All the men left except the two with knives. They were wearing two of our jackets. They wanted one of us to go with them. We now sat in the cockpit refusing to move. A man from the second boat who spoke a little English said they wanted more money. We said we didn't have any. OK, he said "I don't care I go." He waved at the two men and shouted Kill! Kill! Hack them to pieces! We gave him the last of our money $300. They thought he had more and he kept saying You buy more dollars We protested we couldn't. We had nothing more and eventually after more repetitions of Kill! Kill! they left. They had been on board two hours.

We motored away at 7 knots. We were nearly 800 miles from the nearest available port Salalah, Oman and it took 9 days to reach it early on Monday 14th October. We reported the incident to the police as soon as we arrived. With no radios we could not report before.

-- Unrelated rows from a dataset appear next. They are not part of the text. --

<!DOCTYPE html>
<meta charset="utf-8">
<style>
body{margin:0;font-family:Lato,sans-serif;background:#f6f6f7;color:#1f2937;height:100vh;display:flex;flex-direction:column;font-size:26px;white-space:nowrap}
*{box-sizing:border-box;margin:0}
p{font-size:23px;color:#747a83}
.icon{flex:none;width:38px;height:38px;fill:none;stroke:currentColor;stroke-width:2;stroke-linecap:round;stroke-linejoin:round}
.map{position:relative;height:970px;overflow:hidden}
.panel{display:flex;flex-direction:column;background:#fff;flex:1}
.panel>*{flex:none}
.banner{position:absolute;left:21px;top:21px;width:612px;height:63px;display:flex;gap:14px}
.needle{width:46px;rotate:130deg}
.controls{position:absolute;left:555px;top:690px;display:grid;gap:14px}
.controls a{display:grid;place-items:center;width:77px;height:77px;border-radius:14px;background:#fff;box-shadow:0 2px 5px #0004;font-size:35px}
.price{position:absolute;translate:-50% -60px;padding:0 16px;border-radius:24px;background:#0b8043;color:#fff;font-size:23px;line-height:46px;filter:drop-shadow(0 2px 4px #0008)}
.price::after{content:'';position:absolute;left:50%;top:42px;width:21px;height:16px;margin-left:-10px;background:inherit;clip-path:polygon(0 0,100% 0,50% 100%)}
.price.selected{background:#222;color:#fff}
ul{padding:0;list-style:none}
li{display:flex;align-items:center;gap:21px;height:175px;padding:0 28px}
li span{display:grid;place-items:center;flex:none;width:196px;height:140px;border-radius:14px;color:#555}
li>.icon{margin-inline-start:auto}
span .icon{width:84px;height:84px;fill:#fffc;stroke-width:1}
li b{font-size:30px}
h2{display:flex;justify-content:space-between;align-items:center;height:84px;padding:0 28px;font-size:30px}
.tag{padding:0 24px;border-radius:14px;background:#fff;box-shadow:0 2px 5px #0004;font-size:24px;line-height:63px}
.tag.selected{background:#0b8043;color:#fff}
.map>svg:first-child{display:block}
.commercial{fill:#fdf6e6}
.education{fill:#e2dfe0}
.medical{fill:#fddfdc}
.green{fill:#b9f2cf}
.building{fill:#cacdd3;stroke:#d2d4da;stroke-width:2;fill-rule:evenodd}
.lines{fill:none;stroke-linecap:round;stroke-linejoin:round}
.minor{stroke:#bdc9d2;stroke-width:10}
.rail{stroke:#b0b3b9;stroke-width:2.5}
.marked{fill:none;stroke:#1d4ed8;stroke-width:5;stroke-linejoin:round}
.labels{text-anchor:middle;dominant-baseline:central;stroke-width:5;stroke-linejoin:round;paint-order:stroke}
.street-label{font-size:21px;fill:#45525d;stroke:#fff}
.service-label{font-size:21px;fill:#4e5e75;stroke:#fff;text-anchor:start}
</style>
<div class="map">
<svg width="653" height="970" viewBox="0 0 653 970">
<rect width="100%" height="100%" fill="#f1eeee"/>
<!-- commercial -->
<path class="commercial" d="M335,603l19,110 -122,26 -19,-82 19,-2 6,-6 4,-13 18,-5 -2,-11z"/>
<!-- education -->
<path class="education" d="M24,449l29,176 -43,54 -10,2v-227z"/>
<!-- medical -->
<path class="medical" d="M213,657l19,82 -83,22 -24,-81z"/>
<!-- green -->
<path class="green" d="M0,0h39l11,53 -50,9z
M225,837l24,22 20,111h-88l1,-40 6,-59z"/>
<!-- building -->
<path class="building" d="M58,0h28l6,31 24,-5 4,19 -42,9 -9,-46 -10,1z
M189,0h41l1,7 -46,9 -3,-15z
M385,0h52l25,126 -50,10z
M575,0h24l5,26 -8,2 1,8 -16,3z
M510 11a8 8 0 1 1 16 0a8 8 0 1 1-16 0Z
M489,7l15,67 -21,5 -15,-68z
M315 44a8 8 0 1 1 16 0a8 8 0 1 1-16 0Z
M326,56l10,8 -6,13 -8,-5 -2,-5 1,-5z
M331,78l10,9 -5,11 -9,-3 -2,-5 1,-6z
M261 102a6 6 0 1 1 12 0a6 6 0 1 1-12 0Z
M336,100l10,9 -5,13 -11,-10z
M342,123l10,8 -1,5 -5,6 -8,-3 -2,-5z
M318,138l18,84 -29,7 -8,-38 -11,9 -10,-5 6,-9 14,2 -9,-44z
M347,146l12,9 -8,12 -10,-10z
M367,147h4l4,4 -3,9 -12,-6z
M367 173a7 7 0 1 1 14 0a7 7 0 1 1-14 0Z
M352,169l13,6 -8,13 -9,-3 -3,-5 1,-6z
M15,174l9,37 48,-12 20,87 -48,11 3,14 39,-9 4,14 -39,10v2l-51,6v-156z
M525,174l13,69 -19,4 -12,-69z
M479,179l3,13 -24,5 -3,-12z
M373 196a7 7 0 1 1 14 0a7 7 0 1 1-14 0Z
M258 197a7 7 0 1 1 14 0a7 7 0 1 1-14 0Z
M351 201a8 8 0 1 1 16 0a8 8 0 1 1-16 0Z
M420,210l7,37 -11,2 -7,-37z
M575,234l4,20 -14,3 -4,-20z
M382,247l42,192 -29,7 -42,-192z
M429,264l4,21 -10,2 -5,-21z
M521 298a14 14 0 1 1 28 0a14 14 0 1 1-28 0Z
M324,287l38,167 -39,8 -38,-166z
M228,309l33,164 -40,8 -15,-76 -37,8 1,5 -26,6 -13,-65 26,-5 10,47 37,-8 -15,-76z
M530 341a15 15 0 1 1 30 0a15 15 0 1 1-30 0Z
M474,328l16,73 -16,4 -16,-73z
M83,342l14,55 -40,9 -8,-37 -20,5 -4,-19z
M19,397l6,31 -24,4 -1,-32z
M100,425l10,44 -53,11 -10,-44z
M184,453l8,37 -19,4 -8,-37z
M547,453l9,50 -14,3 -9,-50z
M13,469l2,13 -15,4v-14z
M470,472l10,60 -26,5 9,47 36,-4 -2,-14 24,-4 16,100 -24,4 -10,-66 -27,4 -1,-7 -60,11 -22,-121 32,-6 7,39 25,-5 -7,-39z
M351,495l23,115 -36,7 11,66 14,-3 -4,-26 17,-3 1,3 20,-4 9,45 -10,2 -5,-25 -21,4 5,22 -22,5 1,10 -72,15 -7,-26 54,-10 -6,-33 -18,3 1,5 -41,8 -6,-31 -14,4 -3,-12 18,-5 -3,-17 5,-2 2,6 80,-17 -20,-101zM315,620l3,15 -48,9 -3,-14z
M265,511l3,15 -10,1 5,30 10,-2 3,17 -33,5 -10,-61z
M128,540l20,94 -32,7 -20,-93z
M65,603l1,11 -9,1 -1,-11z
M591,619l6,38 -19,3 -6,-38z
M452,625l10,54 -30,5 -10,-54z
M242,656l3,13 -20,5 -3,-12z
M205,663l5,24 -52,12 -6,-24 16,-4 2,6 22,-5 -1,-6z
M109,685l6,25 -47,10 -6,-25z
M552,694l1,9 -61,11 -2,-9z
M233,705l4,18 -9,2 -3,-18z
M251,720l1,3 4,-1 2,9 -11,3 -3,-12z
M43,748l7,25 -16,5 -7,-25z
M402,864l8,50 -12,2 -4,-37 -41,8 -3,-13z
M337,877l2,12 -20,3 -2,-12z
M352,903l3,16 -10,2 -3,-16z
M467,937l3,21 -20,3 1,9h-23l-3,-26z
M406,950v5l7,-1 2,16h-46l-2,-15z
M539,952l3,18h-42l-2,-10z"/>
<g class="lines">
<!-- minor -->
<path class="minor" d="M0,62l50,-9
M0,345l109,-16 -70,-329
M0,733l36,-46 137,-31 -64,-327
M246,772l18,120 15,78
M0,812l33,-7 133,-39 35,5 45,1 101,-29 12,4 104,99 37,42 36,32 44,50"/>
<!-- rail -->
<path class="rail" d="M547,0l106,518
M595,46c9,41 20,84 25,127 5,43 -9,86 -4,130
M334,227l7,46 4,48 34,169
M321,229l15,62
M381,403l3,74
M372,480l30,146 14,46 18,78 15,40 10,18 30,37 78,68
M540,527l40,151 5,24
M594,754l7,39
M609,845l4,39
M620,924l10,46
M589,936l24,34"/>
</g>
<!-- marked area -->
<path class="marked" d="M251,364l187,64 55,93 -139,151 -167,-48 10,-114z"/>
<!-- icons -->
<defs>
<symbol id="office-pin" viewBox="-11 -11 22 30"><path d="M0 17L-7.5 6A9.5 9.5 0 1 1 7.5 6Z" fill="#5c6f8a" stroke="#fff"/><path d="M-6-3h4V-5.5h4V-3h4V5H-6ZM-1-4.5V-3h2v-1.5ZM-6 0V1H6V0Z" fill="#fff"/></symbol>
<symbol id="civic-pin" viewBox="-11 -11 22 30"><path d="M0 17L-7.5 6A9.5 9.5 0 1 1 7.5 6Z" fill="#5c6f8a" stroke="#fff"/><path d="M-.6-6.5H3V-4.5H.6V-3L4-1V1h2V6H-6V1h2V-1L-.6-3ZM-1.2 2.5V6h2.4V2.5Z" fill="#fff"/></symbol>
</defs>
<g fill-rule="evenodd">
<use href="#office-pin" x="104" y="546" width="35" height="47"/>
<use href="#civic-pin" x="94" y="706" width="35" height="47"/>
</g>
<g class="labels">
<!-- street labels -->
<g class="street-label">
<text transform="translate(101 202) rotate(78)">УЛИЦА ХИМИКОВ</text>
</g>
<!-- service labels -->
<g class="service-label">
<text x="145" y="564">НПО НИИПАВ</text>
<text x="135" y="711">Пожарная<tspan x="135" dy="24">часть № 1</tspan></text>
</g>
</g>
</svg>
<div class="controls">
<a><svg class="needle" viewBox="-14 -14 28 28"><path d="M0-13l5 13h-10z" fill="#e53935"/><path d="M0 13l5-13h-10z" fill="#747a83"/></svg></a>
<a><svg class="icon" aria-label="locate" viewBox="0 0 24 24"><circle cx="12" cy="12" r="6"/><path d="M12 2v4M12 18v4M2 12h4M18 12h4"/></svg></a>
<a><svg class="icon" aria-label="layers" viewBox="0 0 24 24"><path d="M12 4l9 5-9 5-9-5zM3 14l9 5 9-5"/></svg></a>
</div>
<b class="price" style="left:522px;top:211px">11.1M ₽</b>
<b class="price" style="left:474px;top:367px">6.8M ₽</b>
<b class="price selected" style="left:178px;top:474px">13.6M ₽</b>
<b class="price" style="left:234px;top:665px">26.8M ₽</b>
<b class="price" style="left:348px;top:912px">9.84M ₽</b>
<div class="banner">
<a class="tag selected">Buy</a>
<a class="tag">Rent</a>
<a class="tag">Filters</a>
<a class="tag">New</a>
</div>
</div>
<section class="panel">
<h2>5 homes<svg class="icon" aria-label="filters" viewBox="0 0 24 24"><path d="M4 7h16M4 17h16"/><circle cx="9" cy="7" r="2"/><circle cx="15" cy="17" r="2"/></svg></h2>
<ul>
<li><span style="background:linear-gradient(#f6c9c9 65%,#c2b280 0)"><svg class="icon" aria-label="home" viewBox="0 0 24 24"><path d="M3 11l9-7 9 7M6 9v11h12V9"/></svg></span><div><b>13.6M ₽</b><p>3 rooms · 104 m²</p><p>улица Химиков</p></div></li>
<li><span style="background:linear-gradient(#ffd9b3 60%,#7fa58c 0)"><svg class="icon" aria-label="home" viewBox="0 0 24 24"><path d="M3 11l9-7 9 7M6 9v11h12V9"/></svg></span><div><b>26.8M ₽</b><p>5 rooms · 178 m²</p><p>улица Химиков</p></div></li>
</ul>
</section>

Money and equipment stolen from s/v Sara of Hamble:
Total value £4000 ($6000); Dollars; Radio SSB Transceiver; VHF; 2 searchlights; torch; Camera; 2 Walkmans; Minidisk recorder; Piano accordion; Quatro (small guitar); Handheld VHF; TV; Video recorder; Solar panel; Music centre (Sony); Garmin GPS; BCG; 2 masks and snorkels; Shaver; Watch; Computer (Laptop); Briefcase; Outboard 2HP; clothing; Matress and Sleeping bag; Batteries ; 12 cigarette lighters; 2 calculators; Gaff; tools; Box of floppy disks.

12 October, 2002
VENEZUELA - Crew Attacked and Yacht Boarded at Isle Coche, Venezuela

Contributors: Phillip Gibbins, SV Vellamo, Swan 48

At about 2230 local time, on Sat 12 October 2002, the yacht Panacea was boarded at the island of Isle Coche just south of Margarita, Venezuela by 5 armed men wearing ski masks.

They tied the two onboard, took everything, ransacked the boat and as an afterthought while leaving shot the skipper in the knee. He is recovering in a Margarita hospital.

This is the 4th armed boarding (Miss P, Morning Dew, Asylum) in 8 weeks on the north coast of South America.